30 June 2025

Re-imagining Reproduction Project Hosts ‘Seeds of Change’ Conference in Tanzania, Spotlighting Intersections of Planetary and Reproductive Health

The Re-imagining Reproduction project hosted its fourth conference, Seeds of Change: Planetary Health and Reproduction in Africa, at the University of Dar es Salaam, Tanzania, on 3-4 June 2025. The conference brought together African scholars to explore how climate change and planetary health are deeply intertwined with reproductive rights, decisions, and justice on the continent.

Over two days, participants examined the effects of environmental degradation, food insecurity, cultural norms, and socio-political instability on reproductive health outcomes across Africa. Keynote addresses by Mr Dunstan Matungwa (National Institute for Medical Research), Dr Rosemarie Mwaipopo (University of Dar es Salaam), Professor Sam Maghimbi (University of Dar es Salaam) and Dr Francis Lyimo (University of Dar es Salaam) underscored the urgent need to contextualize reproductive health and rights within Africa’s ecological and socio-political realities.

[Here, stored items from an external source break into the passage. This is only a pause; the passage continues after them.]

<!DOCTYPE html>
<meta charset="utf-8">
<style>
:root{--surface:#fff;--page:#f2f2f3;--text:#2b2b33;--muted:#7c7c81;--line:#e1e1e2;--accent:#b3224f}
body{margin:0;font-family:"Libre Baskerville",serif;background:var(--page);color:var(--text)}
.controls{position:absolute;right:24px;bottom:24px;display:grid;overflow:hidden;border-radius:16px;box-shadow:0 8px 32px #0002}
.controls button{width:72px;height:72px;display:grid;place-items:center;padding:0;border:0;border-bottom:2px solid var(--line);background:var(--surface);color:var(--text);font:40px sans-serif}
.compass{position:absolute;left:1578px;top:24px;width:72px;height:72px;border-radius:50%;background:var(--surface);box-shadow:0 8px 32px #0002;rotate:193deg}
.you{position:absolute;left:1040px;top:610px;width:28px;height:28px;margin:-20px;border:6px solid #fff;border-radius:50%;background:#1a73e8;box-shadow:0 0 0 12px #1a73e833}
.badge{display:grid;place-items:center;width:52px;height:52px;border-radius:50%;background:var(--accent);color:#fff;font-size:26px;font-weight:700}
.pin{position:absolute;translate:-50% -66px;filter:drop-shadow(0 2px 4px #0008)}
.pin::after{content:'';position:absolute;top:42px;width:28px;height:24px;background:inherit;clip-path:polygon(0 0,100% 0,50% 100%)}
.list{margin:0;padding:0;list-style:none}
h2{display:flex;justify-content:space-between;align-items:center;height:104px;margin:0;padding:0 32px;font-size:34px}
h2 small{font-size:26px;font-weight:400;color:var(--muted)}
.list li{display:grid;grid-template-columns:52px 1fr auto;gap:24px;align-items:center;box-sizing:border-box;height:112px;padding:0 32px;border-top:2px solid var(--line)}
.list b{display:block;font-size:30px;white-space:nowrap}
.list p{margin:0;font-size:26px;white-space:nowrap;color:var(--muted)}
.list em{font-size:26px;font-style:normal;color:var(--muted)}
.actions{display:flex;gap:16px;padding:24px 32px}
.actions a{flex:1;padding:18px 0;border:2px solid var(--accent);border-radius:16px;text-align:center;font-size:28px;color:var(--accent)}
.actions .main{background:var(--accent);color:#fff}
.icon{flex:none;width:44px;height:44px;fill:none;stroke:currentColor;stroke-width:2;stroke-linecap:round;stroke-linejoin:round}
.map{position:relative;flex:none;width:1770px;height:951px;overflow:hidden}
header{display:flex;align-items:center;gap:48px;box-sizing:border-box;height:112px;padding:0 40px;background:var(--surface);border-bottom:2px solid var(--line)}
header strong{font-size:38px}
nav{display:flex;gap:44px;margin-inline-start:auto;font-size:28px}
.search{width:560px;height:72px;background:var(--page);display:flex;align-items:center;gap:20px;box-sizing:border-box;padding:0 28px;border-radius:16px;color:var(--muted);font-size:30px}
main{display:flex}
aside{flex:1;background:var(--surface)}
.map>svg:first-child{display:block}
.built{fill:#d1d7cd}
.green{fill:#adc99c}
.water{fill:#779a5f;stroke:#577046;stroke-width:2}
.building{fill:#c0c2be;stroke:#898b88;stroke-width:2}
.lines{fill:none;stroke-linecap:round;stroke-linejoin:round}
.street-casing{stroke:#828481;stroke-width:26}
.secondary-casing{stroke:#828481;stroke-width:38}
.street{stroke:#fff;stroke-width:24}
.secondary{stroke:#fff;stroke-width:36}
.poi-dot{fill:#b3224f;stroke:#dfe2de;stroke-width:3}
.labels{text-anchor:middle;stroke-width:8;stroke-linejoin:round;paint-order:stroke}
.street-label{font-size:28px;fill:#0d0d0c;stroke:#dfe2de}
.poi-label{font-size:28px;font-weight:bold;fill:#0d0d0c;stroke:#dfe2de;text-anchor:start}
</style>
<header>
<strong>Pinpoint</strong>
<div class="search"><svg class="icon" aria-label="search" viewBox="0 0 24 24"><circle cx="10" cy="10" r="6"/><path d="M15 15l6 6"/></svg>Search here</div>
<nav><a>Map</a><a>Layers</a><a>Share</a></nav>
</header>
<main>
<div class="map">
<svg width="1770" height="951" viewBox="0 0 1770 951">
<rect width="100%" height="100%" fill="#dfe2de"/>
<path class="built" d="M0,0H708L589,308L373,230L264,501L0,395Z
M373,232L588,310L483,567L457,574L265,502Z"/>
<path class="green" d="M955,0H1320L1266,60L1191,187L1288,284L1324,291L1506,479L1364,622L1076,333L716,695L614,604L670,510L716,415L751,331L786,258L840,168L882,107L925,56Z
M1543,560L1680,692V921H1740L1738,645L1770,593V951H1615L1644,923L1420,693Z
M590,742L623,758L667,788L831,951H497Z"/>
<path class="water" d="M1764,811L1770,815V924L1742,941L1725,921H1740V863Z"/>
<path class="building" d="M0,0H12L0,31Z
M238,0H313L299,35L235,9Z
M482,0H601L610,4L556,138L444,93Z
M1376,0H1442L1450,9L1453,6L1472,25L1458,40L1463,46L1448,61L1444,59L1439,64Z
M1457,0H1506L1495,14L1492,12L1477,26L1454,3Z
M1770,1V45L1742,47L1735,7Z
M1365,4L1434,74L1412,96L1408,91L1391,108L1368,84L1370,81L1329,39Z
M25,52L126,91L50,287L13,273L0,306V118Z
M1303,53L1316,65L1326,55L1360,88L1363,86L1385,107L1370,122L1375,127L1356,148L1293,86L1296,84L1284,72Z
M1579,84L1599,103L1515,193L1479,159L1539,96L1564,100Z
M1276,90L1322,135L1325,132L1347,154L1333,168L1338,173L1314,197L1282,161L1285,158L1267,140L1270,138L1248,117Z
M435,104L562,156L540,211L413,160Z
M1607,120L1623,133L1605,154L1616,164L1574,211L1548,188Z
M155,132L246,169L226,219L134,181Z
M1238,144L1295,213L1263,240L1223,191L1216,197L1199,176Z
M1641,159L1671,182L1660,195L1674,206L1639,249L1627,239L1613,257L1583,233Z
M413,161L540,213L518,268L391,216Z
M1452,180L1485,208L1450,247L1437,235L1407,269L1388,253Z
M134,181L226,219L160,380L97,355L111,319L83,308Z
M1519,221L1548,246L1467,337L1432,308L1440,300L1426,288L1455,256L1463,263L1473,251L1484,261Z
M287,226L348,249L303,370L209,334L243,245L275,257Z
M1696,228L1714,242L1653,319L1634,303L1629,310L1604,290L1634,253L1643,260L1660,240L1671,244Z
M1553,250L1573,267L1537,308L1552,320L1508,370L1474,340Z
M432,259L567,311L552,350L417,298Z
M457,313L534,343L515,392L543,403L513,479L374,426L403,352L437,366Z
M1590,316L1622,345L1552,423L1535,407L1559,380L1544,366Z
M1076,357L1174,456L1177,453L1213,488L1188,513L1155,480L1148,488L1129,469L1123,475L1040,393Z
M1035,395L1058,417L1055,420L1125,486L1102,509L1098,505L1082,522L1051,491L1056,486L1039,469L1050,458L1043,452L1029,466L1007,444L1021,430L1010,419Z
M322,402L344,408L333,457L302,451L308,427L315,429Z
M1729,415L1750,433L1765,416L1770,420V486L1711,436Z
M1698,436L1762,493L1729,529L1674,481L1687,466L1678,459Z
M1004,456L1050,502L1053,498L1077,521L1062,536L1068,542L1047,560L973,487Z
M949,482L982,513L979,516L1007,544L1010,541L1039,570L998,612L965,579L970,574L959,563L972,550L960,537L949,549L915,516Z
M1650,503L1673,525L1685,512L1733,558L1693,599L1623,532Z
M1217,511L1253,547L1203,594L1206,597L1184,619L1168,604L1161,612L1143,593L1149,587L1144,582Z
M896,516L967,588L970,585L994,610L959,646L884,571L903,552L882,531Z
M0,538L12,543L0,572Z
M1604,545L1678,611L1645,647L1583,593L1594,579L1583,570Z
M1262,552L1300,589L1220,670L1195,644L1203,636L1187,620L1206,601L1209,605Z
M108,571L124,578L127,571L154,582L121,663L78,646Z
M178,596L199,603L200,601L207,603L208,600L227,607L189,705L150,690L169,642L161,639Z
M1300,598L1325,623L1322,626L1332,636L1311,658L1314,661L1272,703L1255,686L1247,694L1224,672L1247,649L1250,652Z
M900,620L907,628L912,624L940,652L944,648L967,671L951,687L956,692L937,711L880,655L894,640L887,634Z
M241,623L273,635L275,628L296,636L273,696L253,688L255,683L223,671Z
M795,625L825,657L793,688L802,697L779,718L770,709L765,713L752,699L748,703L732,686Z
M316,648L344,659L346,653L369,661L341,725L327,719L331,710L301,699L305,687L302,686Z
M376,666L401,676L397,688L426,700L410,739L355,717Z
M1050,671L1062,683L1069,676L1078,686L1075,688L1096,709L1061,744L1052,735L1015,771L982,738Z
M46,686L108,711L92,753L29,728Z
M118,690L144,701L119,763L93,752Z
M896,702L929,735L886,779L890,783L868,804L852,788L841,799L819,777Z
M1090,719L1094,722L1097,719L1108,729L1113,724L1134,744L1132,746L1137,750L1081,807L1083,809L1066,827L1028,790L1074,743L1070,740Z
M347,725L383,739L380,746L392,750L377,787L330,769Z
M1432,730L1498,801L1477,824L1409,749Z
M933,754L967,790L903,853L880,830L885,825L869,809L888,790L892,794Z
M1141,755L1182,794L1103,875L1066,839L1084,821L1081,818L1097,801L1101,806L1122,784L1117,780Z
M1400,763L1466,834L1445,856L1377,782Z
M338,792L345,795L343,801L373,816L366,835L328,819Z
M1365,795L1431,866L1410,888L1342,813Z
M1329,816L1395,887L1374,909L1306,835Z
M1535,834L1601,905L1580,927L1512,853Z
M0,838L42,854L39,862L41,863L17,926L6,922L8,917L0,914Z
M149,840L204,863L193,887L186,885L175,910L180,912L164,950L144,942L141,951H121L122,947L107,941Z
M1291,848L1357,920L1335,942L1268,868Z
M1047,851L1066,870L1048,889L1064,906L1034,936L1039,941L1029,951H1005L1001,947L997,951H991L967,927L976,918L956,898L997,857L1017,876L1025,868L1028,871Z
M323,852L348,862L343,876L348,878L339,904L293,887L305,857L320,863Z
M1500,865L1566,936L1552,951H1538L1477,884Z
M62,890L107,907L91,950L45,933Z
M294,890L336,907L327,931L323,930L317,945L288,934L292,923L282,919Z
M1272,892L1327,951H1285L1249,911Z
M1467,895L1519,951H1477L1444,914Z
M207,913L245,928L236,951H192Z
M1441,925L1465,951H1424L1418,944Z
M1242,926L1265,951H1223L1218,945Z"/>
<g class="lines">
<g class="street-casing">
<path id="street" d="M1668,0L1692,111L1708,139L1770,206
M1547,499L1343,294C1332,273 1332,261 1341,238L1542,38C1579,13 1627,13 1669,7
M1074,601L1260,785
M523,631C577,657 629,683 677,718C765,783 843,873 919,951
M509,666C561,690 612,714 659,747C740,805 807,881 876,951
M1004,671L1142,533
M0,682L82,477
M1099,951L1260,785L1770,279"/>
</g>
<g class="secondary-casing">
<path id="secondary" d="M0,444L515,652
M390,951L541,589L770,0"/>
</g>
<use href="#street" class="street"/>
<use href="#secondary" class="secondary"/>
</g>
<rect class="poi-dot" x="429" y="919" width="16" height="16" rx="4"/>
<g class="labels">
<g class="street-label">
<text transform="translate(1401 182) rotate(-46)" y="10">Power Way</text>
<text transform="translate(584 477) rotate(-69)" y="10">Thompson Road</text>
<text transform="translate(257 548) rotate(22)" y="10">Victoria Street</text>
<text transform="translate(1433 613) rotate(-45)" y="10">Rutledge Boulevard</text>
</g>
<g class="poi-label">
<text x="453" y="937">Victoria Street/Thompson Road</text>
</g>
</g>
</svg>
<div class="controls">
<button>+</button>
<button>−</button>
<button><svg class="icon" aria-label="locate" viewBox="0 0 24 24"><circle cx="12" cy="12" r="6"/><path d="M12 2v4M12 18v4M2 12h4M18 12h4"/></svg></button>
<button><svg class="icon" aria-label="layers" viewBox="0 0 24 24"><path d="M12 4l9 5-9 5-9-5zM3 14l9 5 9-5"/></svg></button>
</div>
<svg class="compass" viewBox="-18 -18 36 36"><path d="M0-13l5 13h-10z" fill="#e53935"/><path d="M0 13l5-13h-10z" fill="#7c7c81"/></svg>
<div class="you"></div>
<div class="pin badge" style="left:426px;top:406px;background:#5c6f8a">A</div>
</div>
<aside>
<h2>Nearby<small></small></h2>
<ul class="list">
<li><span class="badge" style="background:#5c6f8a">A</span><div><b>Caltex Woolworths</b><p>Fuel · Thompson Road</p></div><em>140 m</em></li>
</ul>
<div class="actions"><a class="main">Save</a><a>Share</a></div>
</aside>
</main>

Panel discussions on 3 June 2025 focused on the growing impact of climate change on community wellbeing and women’s reproductive choices. Case studies highlighted how resource scarcity, survival pressures, shifting agricultural systems, and increasing health vulnerabilities affect access to care and reproductive autonomy.

On 4 June 2025, the discussion centred on nutrition, gendered bodies, cultural norms and displacement. Presenters shared stories of disrupted care, the resilience of displaced women navigating hostile systems, the politics of male virility, and the implications of poor diets on medical conditions such as endometriosis. Discussions called for a decolonisation of reproductive health discourse and emphasised that environmental harms are also reproductive justice issues.

The conference concluded with a call for more interdisciplinary, locally grounded research to address the complex realities of reproduction in Africa. The connection between reproduction and planetary health is still under-theorised and often reduced to climate change alone. Broader conceptions of planetary health—encompassing systems of extraction, socio-political violence, and cultural narratives—remain under-explored. The conference served as a starting point for future work that centres African perspectives in the global planetary health conversation.